Precious metals rebounded sharply on Tuesday after suffering heavy losses over the previous two sessions, with gold climbing nearly 6% and silver posting double-digit gains.
By 10:46 ET (15:46 GMT), spot gold had jumped 5.6% to $4,923.34 per ounce, while April gold futures advanced 6.3% to $4,945.45 an ounce.
Spot silver surged 11.1% to $87.9925 per ounce, while platinum prices also moved higher, rising 7.3% to $2,255.20 per ounce.
Gold rebounds after steep pullback from record highs
Gold prices had fallen as low as $4,400 per ounce on Monday, marking a decline of nearly $1,200 from the record high reached last week.
The sharp sell-off was largely driven by aggressive profit-taking after U.S. President Donald Trump nominated former Federal Reserve governor Kevin Warsh as the next chair of the central bank.
While the nomination removed a key source of uncertainty for markets and reduced some safe-haven demand, Warsh is widely viewed as less dovish than investors had anticipated.
Despite the steep losses, signs of stabilization emerged late Monday, with gold prices closing well above their intraday lows.
ANZ analysts noted that further price stability may depend on retail market behavior. They highlighted strong physical demand in recent months, which could help offset selling pressure from leveraged institutional positions, adding that gold’s underlying fundamentals remain intact.
Speculative excess concerns emerge
Still, some analysts warned that the rally across precious and industrial metals may be showing signs of overheating.
Peter Berezin, chief global strategist at BCA Research, cautioned that gold prices may have moved “too far, too fast,” pointing to growing evidence of speculative excess.
In a note to investors, Berezin outlined a long-term scenario in which gold could theoretically lose most of its value. He argued that the current rally is partly fueled by concerns over currency debasement, citing expanding U.S. budget deficits, rising debt levels, and significant foreign ownership of U.S. assets, which has increased vulnerability in the dollar.

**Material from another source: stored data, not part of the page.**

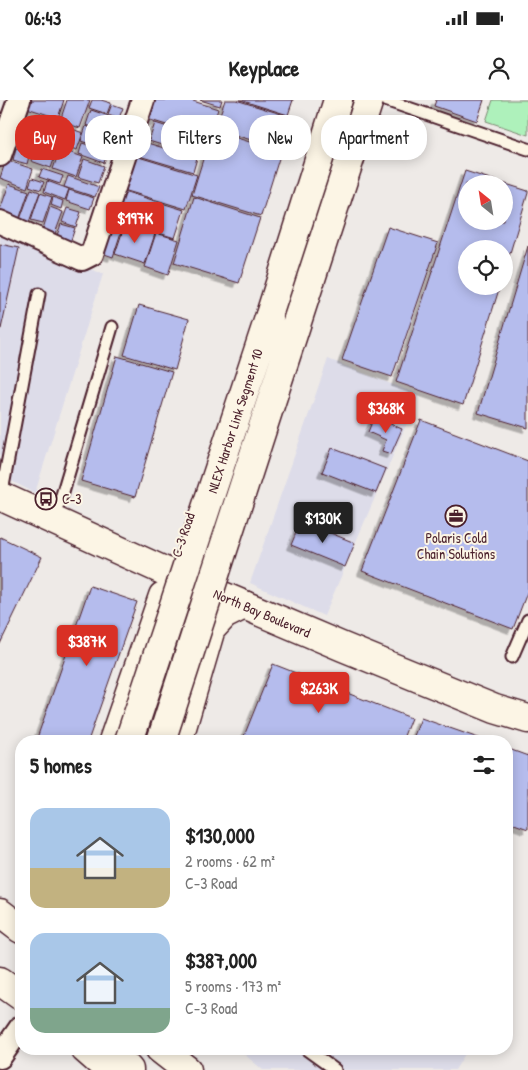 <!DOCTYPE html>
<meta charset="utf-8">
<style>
:root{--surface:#fff;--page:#f6f6f6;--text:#222;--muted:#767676;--accent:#d93025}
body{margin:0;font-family:"Patrick Hand",sans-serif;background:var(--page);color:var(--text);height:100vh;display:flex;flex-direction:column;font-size:19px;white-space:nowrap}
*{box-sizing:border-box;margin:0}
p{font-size:16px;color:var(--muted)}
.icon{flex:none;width:28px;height:28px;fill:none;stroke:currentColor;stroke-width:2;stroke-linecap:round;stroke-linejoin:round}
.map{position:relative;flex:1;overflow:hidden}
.sheet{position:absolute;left:15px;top:635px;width:498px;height:320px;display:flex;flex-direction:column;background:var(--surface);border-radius:20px;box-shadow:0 2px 12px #0003}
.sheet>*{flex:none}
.banner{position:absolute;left:15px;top:15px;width:499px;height:45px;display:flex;gap:10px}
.needle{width:32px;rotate:330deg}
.buttons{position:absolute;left:458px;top:75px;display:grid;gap:10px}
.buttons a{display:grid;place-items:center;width:55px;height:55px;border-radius:50%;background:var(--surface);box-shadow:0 2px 12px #0003;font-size:25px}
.price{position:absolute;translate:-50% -42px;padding:0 11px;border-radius:5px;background:var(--accent);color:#fff;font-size:16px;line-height:32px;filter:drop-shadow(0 1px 2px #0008)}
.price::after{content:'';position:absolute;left:50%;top:30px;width:15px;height:11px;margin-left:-8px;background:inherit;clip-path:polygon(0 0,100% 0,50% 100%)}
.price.on{background:#222;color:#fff}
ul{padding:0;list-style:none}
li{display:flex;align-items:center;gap:15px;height:125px;padding:0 15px}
li span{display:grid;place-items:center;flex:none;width:140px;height:100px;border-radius:15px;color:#555}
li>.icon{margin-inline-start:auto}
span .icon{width:60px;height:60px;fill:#fffc;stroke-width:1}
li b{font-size:21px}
h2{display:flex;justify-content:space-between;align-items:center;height:60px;padding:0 15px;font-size:21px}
.pill{padding:0 18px;border-radius:20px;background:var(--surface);box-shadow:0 2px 12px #0003;font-size:18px;line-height:45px}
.pill.on{background:var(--accent);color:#fff}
.status{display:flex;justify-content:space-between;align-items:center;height:35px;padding:0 25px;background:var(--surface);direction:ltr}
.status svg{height:14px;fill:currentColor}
header{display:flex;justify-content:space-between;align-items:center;height:65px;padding:0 15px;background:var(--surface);font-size:22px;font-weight:700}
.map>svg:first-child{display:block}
.built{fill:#dddce9}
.green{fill:#aef1bb;stroke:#7c8873}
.building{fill:#b5bced;stroke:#4a1f2b;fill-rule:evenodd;filter:url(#shadow)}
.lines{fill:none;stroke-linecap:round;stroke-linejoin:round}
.service-casing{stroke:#4a1f2b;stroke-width:15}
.minor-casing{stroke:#4a1f2b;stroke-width:26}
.secondary-casing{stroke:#4a1f2b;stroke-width:31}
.primary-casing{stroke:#4a1f2b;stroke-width:31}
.trunk-casing{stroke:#4a1f2b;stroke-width:31}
.motorway-casing{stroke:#4a1f2b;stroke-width:31}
.service{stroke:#fcf5e5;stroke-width:11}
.minor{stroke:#fcf5e5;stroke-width:22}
.secondary{stroke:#fcf5e5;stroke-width:28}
.primary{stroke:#fcf5e5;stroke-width:28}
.trunk{stroke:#fcf5e5;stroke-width:28}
.motorway{stroke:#fcf5e5;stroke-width:28}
.motorway-bridge-casing{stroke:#4a1f2b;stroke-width:31;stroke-linecap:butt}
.motorway-bridge{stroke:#fcf5e5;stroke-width:28}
.labels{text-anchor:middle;stroke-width:4;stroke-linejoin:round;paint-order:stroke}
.street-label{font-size:14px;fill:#4a1f2b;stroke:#fcf5e5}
.poi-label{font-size:14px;fill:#4a1f2b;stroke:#fcf5e5;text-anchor:start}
</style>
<div class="status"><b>06:43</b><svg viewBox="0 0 49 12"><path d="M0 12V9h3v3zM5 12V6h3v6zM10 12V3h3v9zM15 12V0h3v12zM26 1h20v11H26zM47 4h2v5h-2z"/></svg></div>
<header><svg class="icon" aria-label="back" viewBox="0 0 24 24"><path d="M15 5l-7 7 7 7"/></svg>Keyplace<svg class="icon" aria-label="person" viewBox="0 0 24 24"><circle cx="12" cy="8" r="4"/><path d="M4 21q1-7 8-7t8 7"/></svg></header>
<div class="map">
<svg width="528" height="970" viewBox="0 0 528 970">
<defs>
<filter id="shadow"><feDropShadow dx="-4.5" dy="4.5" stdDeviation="0" flood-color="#0004"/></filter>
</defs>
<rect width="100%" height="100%" fill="#eeeae7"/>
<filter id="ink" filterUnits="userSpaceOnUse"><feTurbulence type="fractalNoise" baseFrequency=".02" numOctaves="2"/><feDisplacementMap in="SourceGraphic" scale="10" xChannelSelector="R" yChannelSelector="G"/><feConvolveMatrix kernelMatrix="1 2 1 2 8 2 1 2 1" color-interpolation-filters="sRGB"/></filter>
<g filter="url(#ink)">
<path class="built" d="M0 133 103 174 35 393 0 375Z
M328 259 419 295 324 516 250 483Z
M238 949H468L455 970H263Z"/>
<path class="green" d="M493 0H528V35L486 21Z"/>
<path class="building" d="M30 0H64L58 18 27 8Z
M67 0H90L80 28 60 21Z
M92 0H101L111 3 107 14 89 8Z
M153 0H190L218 9 209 38 147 19Z
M200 0H222L220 6Z
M225 0H236L291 17 281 49 215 29Z
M240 0H293L288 15Z
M436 0H484L477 21 434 6Z
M112 4 123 8 119 18 108 14Z
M91 10 118 19 113 34 86 25Z
M24 14 41 20 37 33 20 27Z
M44 20 59 25 53 44 37 39Z
M155 23 203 38 197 56 149 41Z
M61 25 83 33 77 50 55 43Z
M86 26 113 36 108 50 81 41Z
M212 30 281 52 261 116 192 95Z
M134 39 197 58 193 72 129 53Z
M38 41 58 48 51 68 31 61Z
M82 43 108 51 104 63 79 54Z
M16 48 30 53 27 64 13 60Z
M60 49 83 57 76 77 53 69Z
M129 54 197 75 186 109 117 88Z
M84 59 104 66 98 83 78 77Z
M6 60 33 69 27 88 0 78Z
M42 69 63 76 60 84 39 77Z
M465 71 528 91V93L504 173V149H466V186H500L463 305 396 282ZM466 84H504V121H466Z
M68 76 99 87 95 97 64 87Z
M32 78 44 82 41 90 29 86Z
M47 81 69 89 65 100 44 92Z
M9 84 29 91 19 120 0 114V110Z
M31 89 40 92 28 125 19 122Z
M117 89 184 110 175 138 107 117Z
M69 90 94 98 90 109 66 101Z
M40 93 52 97 43 123 31 120Z
M53 97 63 101 61 109 51 105Z
M194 97 260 118 239 183 174 163Z
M50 107 63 112 53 139 41 135Z
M67 108 81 112 76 127 62 122Z
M106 118 124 123 113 157 96 151Z
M61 124 75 128 69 146 55 141Z
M125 124 155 134 145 164 115 154Z
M388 127 438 143 392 277 342 260Z
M156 133 179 140 168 175 145 167Z
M0 144 19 148 1 229H0Z
M528 146V328L478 313Z
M139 205 189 219 175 270 124 255Z
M117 256 172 272 135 397 81 381Z
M374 317 402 329 391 354 382 351 386 340 368 332Z
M421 320 528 361V490L513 529 362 471Z
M332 348 386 369 376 393 322 372Z
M301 421 355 443 345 467 291 445Z
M0 437 42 457 0 544Z
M90 486 137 502 88 641H36Z
M273 564 411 618 402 641H242Z
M421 618 487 641H412Z
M506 648 528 656V729L506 721Z"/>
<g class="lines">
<g class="service-casing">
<path id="service" d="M385 0 528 49
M1 397 39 194
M52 420 62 395 112 227
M512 557 528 520
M306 949 335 970"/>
</g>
<g class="minor-casing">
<path id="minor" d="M0 55 19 0
M0 122 82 159 92 154 143 0
M0 957 21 927"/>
</g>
<g class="secondary-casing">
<path id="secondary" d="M0 396 171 474 343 547 495 609 528 619"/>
</g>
<g class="primary-casing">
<path id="primary" d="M211 529 224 515 244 505
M113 641 163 496
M178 641 217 508"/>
</g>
<g class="trunk-casing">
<path id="trunk" d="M0 813 21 829
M0 881 21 896
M85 949 109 970"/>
</g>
<g class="motorway-casing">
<path id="motorway" d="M269 218 338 0
M110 949 129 970
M160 949 187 970"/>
</g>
<use href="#service" class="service"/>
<use href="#minor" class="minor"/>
<use href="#secondary" class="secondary"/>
<use href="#primary" class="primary"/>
<use href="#trunk" class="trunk"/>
<use href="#motorway" class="motorway"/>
<g class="motorway-bridge-casing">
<path id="motorway-bridge" d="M129 641 269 218
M161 641 369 0"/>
</g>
<use href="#motorway-bridge" class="motorway-bridge"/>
</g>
</g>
<defs>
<g id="bus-ring" transform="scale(1.125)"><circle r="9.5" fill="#fcf5e5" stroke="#4a1f2b" stroke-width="1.5"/><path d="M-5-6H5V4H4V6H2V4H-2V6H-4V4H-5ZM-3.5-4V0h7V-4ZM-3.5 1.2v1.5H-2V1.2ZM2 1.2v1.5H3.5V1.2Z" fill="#4a1f2b"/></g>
<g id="office-ring" transform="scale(1.125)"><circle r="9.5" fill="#fcf5e5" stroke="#4a1f2b" stroke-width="1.5"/><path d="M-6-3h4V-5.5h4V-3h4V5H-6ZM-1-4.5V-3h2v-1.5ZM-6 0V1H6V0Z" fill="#4a1f2b"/></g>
</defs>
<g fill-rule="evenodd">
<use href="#bus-ring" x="46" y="399"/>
<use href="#office-ring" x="456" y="416"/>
</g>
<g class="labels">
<g class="street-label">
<text transform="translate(235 321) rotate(-72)" y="5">NLEX Harbor Link Segment 10</text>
<text transform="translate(183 435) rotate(-72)" y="5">C-3 Road</text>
<text transform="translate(262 513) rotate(23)" y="5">North Bay Boulevard</text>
</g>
<g class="poi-label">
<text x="62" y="404">C-3</text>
<text x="456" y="443" text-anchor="middle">Polaris Cold<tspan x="456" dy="16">Chain Solutions</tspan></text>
</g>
</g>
</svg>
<div class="buttons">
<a><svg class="needle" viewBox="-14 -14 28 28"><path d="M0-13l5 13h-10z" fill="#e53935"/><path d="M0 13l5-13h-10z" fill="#767676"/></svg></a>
<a><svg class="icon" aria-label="locate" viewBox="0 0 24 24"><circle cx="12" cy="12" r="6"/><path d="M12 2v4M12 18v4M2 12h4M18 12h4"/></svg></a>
</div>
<b class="price" style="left:135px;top:144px">$197K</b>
<b class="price" style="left:386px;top:334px">$368K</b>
<b class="price on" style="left:323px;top:444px">$130K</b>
<b class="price" style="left:87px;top:567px">$387K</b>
<b class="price" style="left:319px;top:614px">$263K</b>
<div class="banner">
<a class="pill on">Buy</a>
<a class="pill">Rent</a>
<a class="pill">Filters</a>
<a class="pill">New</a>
<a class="pill">Apartment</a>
</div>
<section class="sheet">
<h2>5 homes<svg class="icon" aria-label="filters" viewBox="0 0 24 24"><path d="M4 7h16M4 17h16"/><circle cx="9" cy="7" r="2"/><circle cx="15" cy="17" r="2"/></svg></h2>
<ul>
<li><span style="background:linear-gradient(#a9c7e8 60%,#c2b280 0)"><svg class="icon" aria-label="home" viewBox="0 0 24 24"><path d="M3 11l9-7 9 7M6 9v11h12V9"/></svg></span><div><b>$130,000</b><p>2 rooms · 62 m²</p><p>C-3 Road</p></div></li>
<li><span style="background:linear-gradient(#a9c7e8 75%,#7fa58c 0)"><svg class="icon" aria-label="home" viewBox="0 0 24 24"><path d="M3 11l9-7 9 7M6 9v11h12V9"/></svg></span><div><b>$387,000</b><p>5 rooms · 173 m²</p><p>C-3 Road</p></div></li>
</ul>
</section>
</div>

He also noted that foreign central banks have continued to accumulate gold. While the physical volume of purchases has eased, the total dollar value of those holdings has continued to rise.
However, Berezin emphasized that key inflation indicators have yet to confirm a full debasement narrative. Long-term inflation expectations remain stable, and Bitcoin—often described as a digital alternative to gold—has not participated in the rally.
Copper steadies as prices recover
Base metals also showed signs of recovery, with copper prices rebounding after recent declines.
Benchmark copper futures on the London Metal Exchange rose 3.8% to $13,425 per ton, while COMEX copper futures climbed 4.1% to $6.0633 per pound.
According to Neil Welsh, head of metals at Britannia Global Markets, the rebound was driven by renewed optimism following reports that China plans to expand its strategic copper reserves.
The announcement, made by the China Nonferrous Metals Industry Association, reinforced confidence that Beijing aims to secure long-term supply through cooperation with major smelters and potential additions to commercial and concentrate inventories. The news helped reverse earlier caution in Asian markets and triggered fresh buying interest.
China remains the world’s largest importer of copper.
Recent losses in copper were notably smaller than those seen in precious metals, supported by a positive demand outlook linked to expanding energy infrastructure and increased data center construction.